TASK DETAILS
Up to the line containing "Summarize the content", nothing is kept; from that line through the end of the data below, output every line exactly.
***** DATA FOR THIS EXERCISE *****
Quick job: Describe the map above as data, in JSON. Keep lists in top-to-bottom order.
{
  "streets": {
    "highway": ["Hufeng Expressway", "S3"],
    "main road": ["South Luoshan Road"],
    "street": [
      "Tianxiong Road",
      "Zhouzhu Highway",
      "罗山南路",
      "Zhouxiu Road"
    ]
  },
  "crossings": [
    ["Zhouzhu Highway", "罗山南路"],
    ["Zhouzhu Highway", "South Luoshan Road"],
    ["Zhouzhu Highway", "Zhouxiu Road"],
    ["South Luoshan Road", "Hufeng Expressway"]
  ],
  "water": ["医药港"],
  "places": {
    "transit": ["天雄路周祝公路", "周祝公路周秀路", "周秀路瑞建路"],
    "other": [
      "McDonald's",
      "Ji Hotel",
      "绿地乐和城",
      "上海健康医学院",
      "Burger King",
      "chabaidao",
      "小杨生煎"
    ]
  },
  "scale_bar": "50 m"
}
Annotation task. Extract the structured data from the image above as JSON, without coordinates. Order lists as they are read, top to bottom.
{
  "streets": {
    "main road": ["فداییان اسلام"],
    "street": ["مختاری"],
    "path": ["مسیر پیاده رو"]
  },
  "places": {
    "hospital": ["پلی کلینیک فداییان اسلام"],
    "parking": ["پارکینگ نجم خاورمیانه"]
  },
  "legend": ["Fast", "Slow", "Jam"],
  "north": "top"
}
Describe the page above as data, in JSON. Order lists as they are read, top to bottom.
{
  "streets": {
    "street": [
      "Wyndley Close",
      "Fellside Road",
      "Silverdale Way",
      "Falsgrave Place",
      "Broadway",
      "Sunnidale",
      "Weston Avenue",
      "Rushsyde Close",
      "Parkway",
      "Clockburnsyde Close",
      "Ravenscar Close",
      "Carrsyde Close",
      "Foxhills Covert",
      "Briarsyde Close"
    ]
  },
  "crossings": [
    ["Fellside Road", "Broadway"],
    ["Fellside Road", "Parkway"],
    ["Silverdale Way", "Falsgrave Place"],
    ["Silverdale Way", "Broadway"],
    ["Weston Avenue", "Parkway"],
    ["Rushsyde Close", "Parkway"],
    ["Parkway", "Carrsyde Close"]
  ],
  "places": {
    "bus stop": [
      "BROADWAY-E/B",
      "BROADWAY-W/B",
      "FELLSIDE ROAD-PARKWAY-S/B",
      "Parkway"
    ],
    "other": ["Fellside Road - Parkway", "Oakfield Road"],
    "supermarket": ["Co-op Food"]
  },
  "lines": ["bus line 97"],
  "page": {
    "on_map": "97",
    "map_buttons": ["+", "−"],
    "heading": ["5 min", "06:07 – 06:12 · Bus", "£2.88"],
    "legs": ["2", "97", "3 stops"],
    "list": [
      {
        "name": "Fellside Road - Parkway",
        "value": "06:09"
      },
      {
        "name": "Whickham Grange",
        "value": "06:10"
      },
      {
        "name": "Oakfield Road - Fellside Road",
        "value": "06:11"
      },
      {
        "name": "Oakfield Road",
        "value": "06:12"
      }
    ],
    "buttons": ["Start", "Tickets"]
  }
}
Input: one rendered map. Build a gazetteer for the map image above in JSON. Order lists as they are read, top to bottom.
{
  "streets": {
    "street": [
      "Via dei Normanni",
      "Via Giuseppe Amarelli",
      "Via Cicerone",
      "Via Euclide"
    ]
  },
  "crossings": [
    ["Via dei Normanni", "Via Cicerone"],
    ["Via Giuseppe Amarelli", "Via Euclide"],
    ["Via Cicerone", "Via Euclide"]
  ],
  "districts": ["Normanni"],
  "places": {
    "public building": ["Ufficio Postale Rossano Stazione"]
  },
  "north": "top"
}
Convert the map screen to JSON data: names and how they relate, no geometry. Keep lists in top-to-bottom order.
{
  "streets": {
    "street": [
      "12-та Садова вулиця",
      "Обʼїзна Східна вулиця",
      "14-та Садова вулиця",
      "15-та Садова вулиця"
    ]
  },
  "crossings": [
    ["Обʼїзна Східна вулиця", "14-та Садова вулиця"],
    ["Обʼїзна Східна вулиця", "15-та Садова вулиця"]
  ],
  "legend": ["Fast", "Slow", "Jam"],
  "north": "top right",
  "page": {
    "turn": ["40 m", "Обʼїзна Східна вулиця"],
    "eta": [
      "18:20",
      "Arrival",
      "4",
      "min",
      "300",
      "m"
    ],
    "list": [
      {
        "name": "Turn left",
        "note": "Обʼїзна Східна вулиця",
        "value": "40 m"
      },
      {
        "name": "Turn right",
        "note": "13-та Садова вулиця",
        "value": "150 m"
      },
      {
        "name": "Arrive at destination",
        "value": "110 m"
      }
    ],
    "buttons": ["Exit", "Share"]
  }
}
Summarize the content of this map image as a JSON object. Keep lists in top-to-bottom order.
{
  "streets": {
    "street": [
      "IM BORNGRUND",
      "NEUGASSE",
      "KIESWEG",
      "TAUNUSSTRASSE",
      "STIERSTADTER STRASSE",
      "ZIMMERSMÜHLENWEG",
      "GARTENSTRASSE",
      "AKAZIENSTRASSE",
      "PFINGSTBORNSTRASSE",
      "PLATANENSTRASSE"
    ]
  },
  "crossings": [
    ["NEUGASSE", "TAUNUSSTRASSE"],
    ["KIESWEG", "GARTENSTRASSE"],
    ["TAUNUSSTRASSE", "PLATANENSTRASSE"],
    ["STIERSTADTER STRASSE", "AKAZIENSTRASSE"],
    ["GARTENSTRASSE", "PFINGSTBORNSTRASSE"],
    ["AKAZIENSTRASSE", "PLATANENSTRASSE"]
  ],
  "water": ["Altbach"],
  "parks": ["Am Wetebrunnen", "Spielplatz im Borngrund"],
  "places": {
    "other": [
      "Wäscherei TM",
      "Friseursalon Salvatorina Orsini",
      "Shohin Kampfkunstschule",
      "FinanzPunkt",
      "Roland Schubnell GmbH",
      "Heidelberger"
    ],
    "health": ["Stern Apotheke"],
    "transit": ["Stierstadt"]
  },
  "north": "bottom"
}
*****
OUTPUT OF THE EXERCISE
Summarize the content of this map image as a JSON object. Keep lists in top-to-bottom order.
{
  "streets": {
    "street": [
      "IM BORNGRUND",
      "NEUGASSE",
      "KIESWEG",
      "TAUNUSSTRASSE",
      "STIERSTADTER STRASSE",
      "ZIMMERSMÜHLENWEG",
      "GARTENSTRASSE",
      "AKAZIENSTRASSE",
      "PFINGSTBORNSTRASSE",
      "PLATANENSTRASSE"
    ]
  },
  "crossings": [
    ["NEUGASSE", "TAUNUSSTRASSE"],
    ["KIESWEG", "GARTENSTRASSE"],
    ["TAUNUSSTRASSE", "PLATANENSTRASSE"],
    ["STIERSTADTER STRASSE", "AKAZIENSTRASSE"],
    ["GARTENSTRASSE", "PFINGSTBORNSTRASSE"],
    ["AKAZIENSTRASSE", "PLATANENSTRASSE"]
  ],
  "water": ["Altbach"],
  "parks": ["Am Wetebrunnen", "Spielplatz im Borngrund"],
  "places": {
    "other": [
      "Wäscherei TM",
      "Friseursalon Salvatorina Orsini",
      "Shohin Kampfkunstschule",
      "FinanzPunkt",
      "Roland Schubnell GmbH",
      "Heidelberger"
    ],
    "health": ["Stern Apotheke"],
    "transit": ["Stierstadt"]
  },
  "north": "bottom"
}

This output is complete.